Numsa plans massive strike
Engineering, plastics sectors to take a knock
The National Union of Metalworkers of SA (Numsa) is preparing mass action which it describes as the “the mother of all battles” in the plastics and engineering sectors.
In correspondence seen by Sowetan, Numsa general secretary Irvin Jim urged regional secretaries to undertake a “fighting campaign involving every factory to defend collective bargaining and improve workers’wages”.
This comes as the CCMA warned of dysfunctionalities in the country’s collective bargaining system.
“For the past 15-16 years we are still negotiating in the same manner. Nothing has changed. It means that we are not learning anything,” Shimane Kgantse, the acting senior commissioner for mediation and collective bargaining, told a mining forum last week.
Last month, labour analysts warned that the emergence of the South African Federation of Trade Unions, to which Numsa is affiliated, could push Numsa to strike to demonstrate its militancy.

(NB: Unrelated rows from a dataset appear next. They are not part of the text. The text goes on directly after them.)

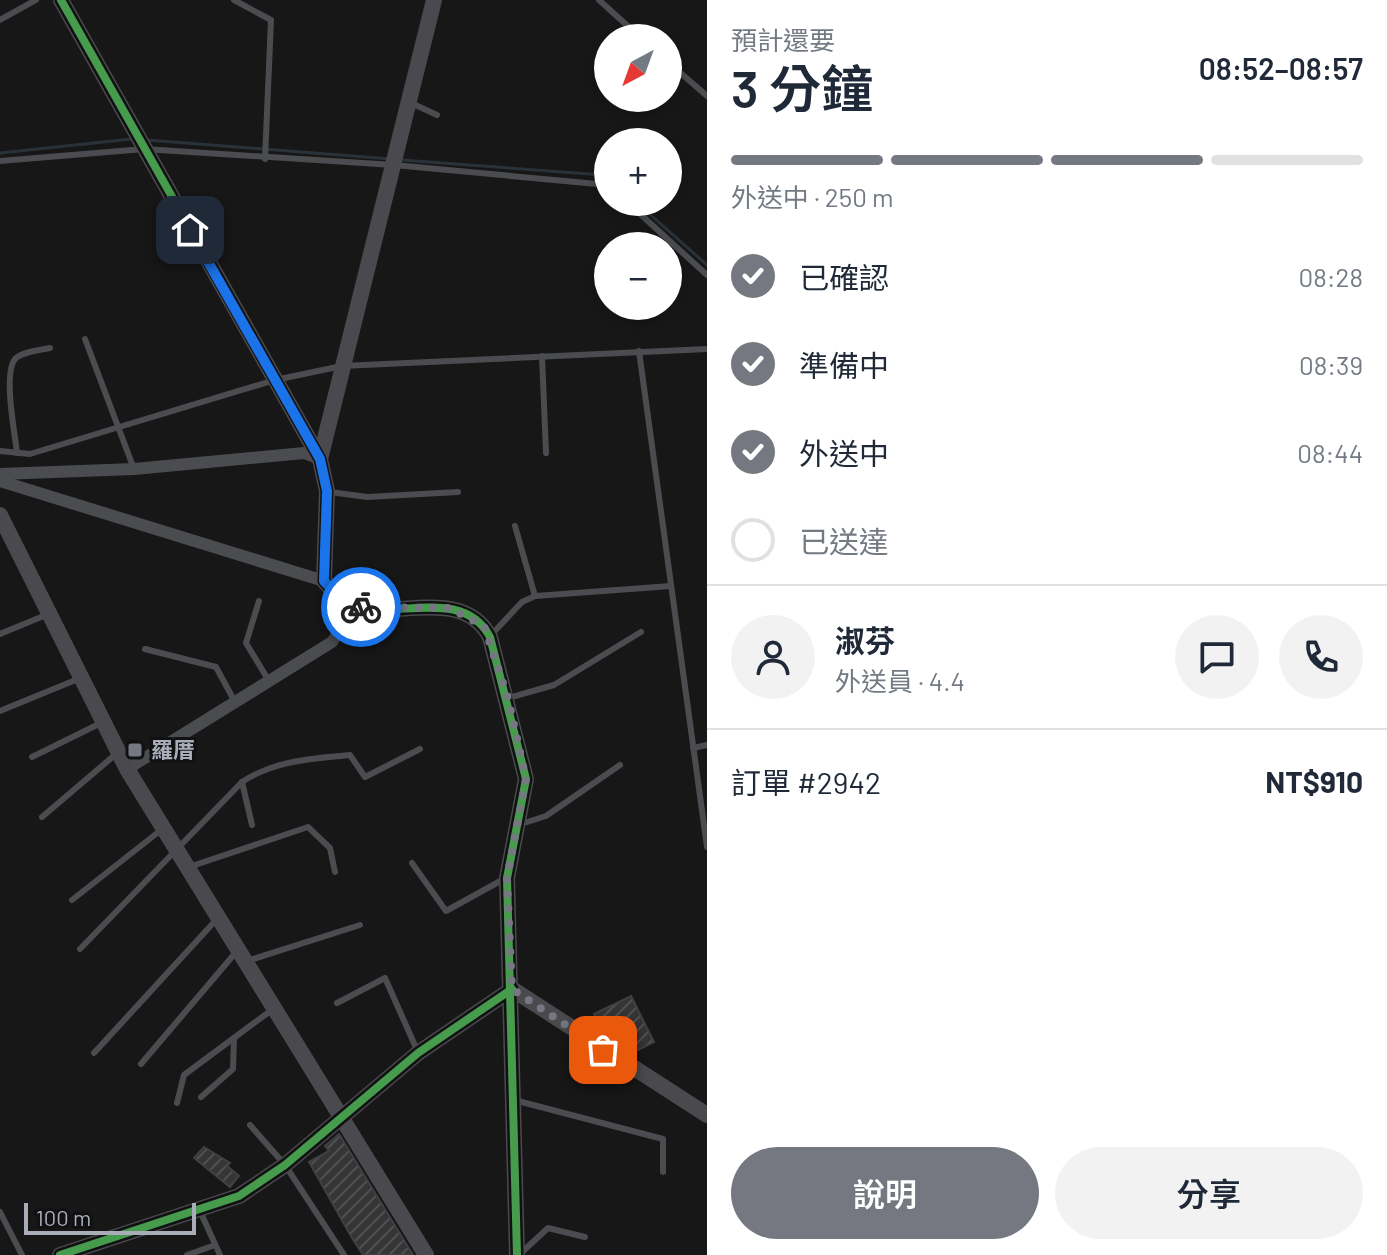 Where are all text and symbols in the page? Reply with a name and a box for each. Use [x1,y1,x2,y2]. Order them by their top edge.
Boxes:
north arrow [594,24,682,112]
map controls [594,24,682,320]
text: 預計還要 [731,24,835,55]
text: 08:52–08:57 [1199,50,1363,86]
text: 3 分鐘 [731,56,873,118]
button: + [594,128,682,216]
text: 外送中 · 250 m [731,181,894,212]
pin [156,196,224,264]
icon: home [168,208,212,252]
button: − [594,232,682,320]
icon: check [731,254,775,298]
text: 已確認 [799,259,889,295]
text: 08:28 [1298,261,1363,292]
icon: check [731,342,775,386]
text: 準備中 [799,347,889,383]
text: 08:39 [1299,349,1363,380]
icon: check [731,430,775,474]
text: 外送中 [799,435,889,471]
text: 08:44 [1297,437,1363,468]
text: 已送達 [799,523,889,559]
courier [321,567,401,647]
icon: bike [339,585,383,629]
button: person [731,615,815,699]
button: chat [1175,615,1259,699]
button: phone [1279,615,1363,699]
text: 淑芬 [835,622,895,658]
text: 外送員 · 4.4 [835,665,965,696]
place label: 羅厝 [151,736,195,762]
marker: 羅厝 [126,741,144,759]
text: NT$910 [1265,763,1363,799]
text: 訂單 #2942 [731,764,881,800]
pin [569,1016,637,1084]
icon: bag [581,1028,625,1072]
button: 說明 [731,1147,1039,1239]
button: 分享 [1055,1147,1363,1239]
scale bar [24,1199,196,1235]
text: 100 m [36,1204,91,1230] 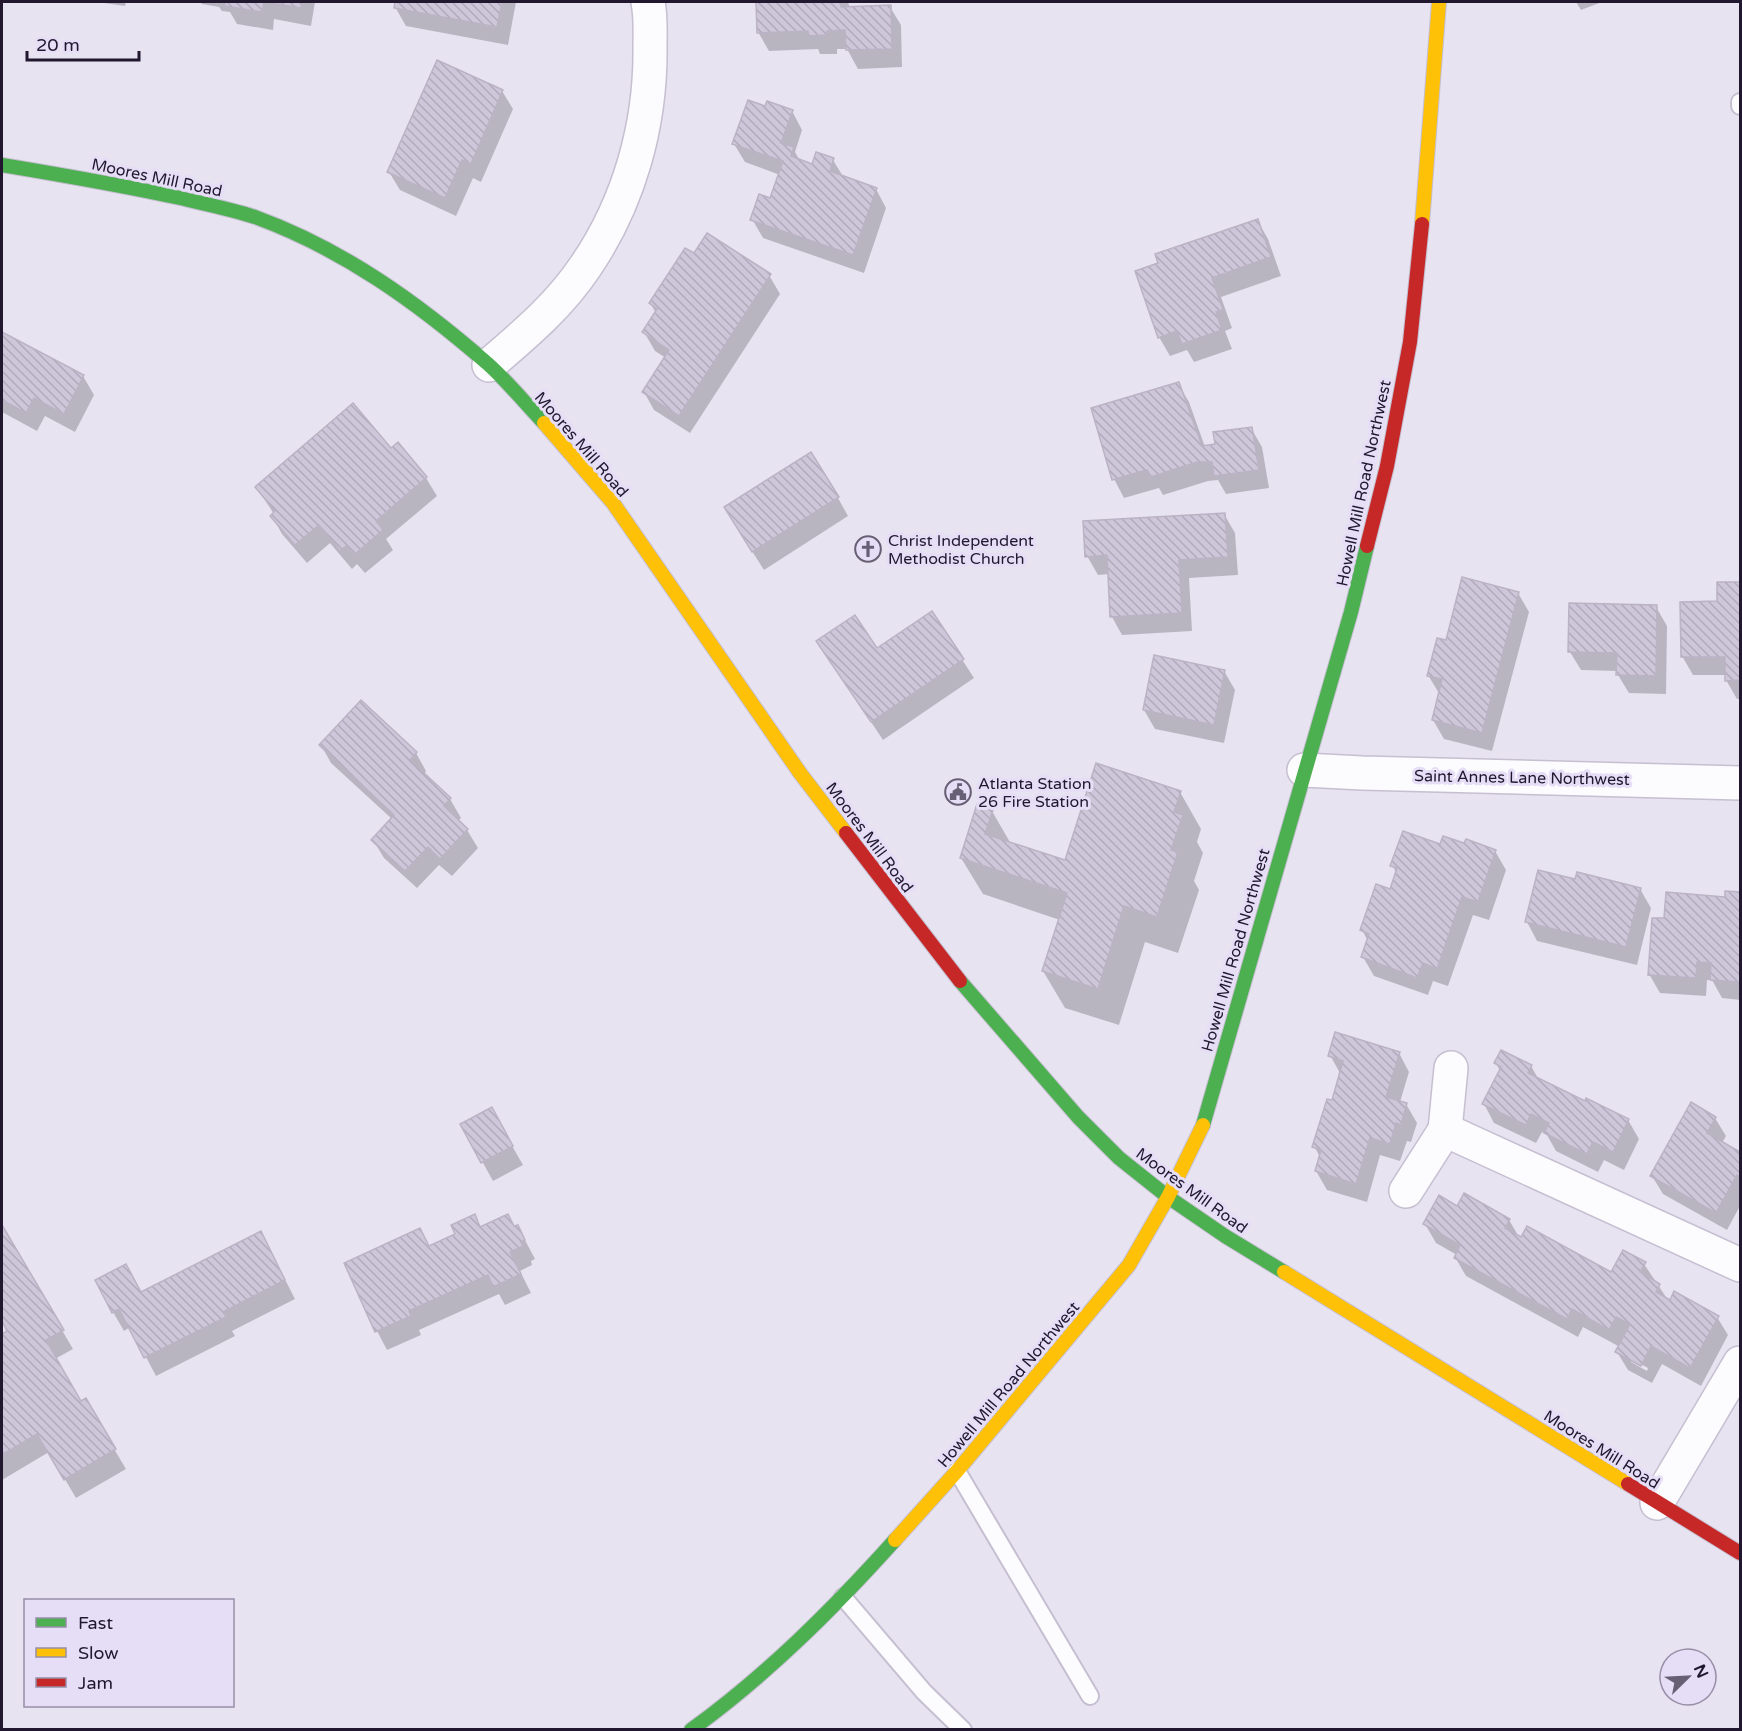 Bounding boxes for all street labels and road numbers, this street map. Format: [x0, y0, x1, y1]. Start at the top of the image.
street label: Moores Mill Road [90, 154, 224, 202]
street label: Howell Mill Road Northwest [1332, 378, 1396, 588]
street label: Moores Mill Road [530, 388, 632, 501]
street label: Saint Annes Lane Northwest [1414, 766, 1630, 790]
street label: Moores Mill Road [821, 778, 917, 897]
street label: Howell Mill Road Northwest [1197, 846, 1275, 1054]
street label: Moores Mill Road [1132, 1144, 1251, 1238]
street label: Howell Mill Road Northwest [933, 1298, 1084, 1472]
street label: Moores Mill Road [1540, 1406, 1663, 1494]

The union represents about 120 000 workers in the engineering sector, while it is negotiating with over 10 000 employers in the Metal and Engineering Industries Bargaining Council (MEIBC), which covers over 350000 employees.
Numsa is demanding a 15% wage increase in the metal and engineering sector, and engineering employers have thus far offered 5.3%. The union has accused employers organisations of undermining collective bargaining processes.
Kgantse said the propensity to resort to industrial action hurts the economy and could limit potential for sustained growth – more so in light of SA’s socioeconomic pressures.